Supreme Court orders rearrest of bailed out prisoners

Supreme Court orders rearrest of bailed out prisoners

ISLAMABAD: The Supreme Court on Tuesday set aside the orders passed by the Islamabad High Court (IHC) and Sindh High Court (SHC) granting bail to the accused persons and held that the high court could not exercise suo motu jurisdiction under Article 199 of the Constitution of Pakistan and there is no provision in the law about releasing prisoners on the basis of health emergency, therefore, the prisoners who have already been released must be rearrested.

However, it allowed exceptions to the rule after curtailing the list of possible beneficiaries of such a relief on the attorney general’s recommendations.

A five-member larger bench of the apex court headed by Chief Justice Gulzar Ahmed and comprising Justice Umar Ata Bandial, Justice Mazhar Alam Khan Miankhel, Justice Sajjad Ali Shah and Justice Qazi Muhammad Amin Ahmed announced a verdict in a petition l, challenging the exercise of suo motu powers by the IHC regarding granting bail to under-trial prisoners.

The IHC had granted bail to 408 prisoners imprisoned at Adiala Jail under minor offences in view of coronavirus outbreak.
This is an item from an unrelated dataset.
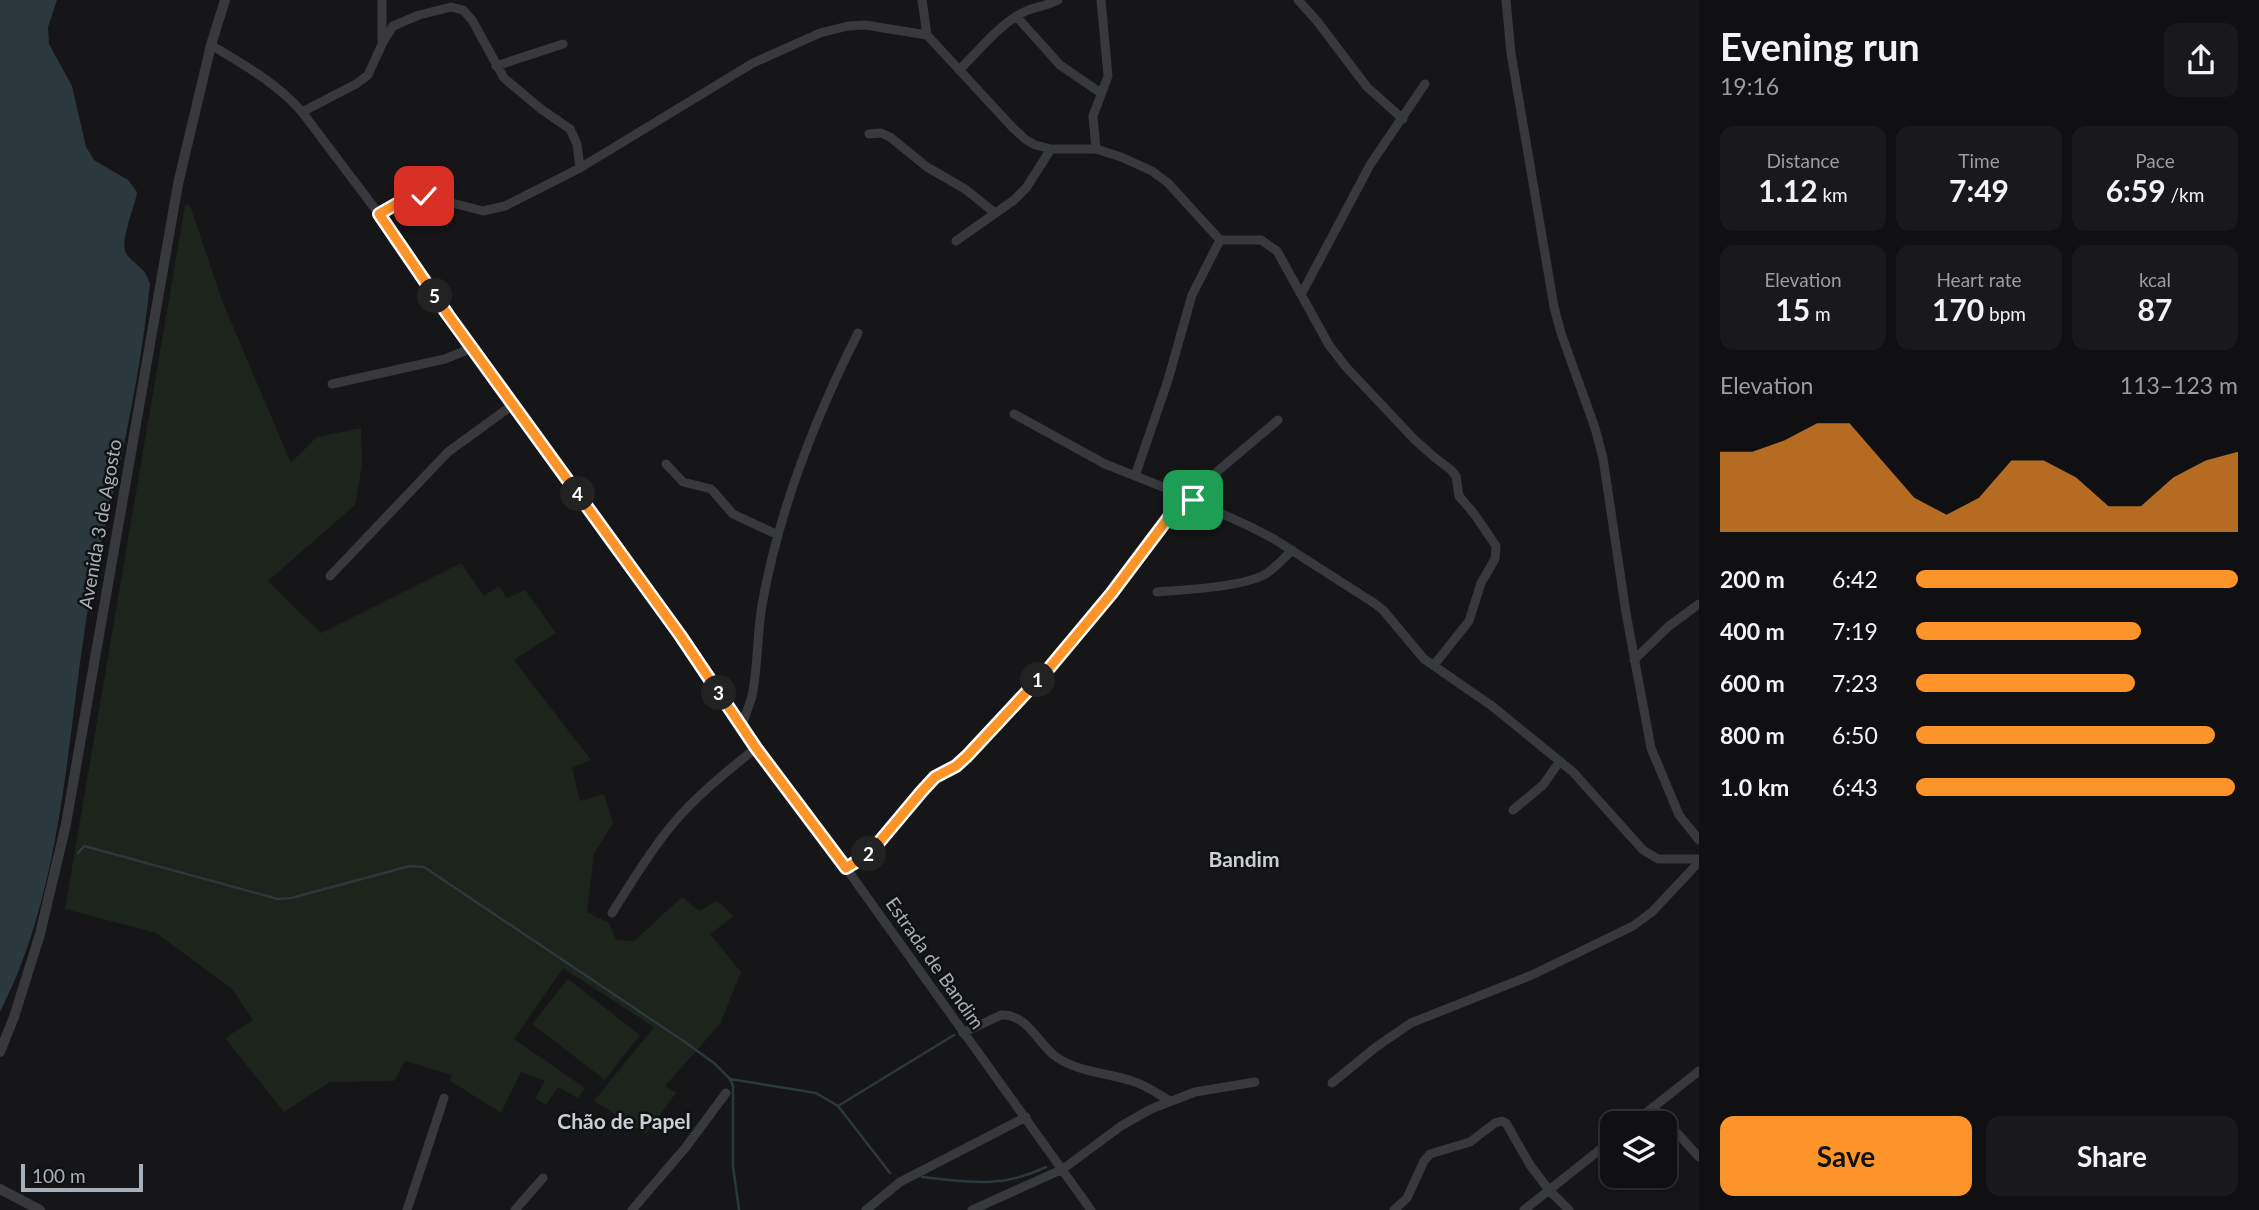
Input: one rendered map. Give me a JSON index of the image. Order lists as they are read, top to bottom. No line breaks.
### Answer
{"streets":{"street":["Avenida 3 de Agosto","Estrada de Bandim"]},"crossings":[["Avenida 3 de Agosto","Estrada de Bandim"]],"districts":["Bandim","Chão de Papel"],"scale_bar":"100 m","page":{"heading":["Evening run","19:16"],"stats":[["Distance","1.12 km"],["Time","7:49"],["Pace","6:59 /km"],["Elevation","15 m"],["Heart rate","170 bpm"],["kcal","87"]],"pins":["5","4","1","3","2"],"chart":["Elevation","113–123 m"],"list":[{"name":"200 m","note":"6:42"},{"name":"400 m","note":"7:19"},{"name":"600 m","note":"7:23"},{"name":"800 m","note":"6:50"},{"name":"1.0 km","note":"6:43"}],"buttons":["Save","Share"],"scale":"100 m"}}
One Raja Nadeem had filed a petition in theSupreme Court under Article 185(3) read with 184(3) of the Constitution seeking leave to appeal against the judgment of IHC. The 10-page judgment, authored by Justice Qazi Muhammad Amin Ahmed held that the high court could not exercise suo motu jurisdiction.

“In the peculiar facts and circumstances of the case, we consider it expedient to convert this petition into one under Article 184 (3) of the Constitution and in exercisee of powers vesting in the court under Article 187 thereof set aside the impugned directions issued by the Islamabad High Court as well as High Court of Sindh; bails granted to the accused/convicts,” the court ruled.

The court also set aside the order passed by the IHC on March 24, 2020, granting bail to the accused charged under various provisions of Control of Narcotic of Substances Act 1997. Similarly, it also set aside the order dated 26.3.2020 passed in W.P. No.985 of 2020 by the said court, granting bail to the accused involved in NAB cases.

The court declared the steps purportedly taken in exercise of powers under Section 401 of the code by the government of Sindh as well as KP as without lawful authority, without jurisdiction and of no legal effects.

The court directed that prisoners released in pursuance to the orders of the high courts be taken into custody except those falling within the categories suggested by the Attorney General for Pakistan with the concurrence of advocates general of the provinces.

The relief will therefore be granted only to those accused persons who have been charged for offences under non-prohibitory clauses or under vagrancy law or offences which carry a punishment of less than three years in jail, subject to the following terms:

“The benefit shall not extend in cases involving abuse/violent acts against children and women. The benefit shall first be extended to persons otherwise suffering from ailments or physical or mental disability.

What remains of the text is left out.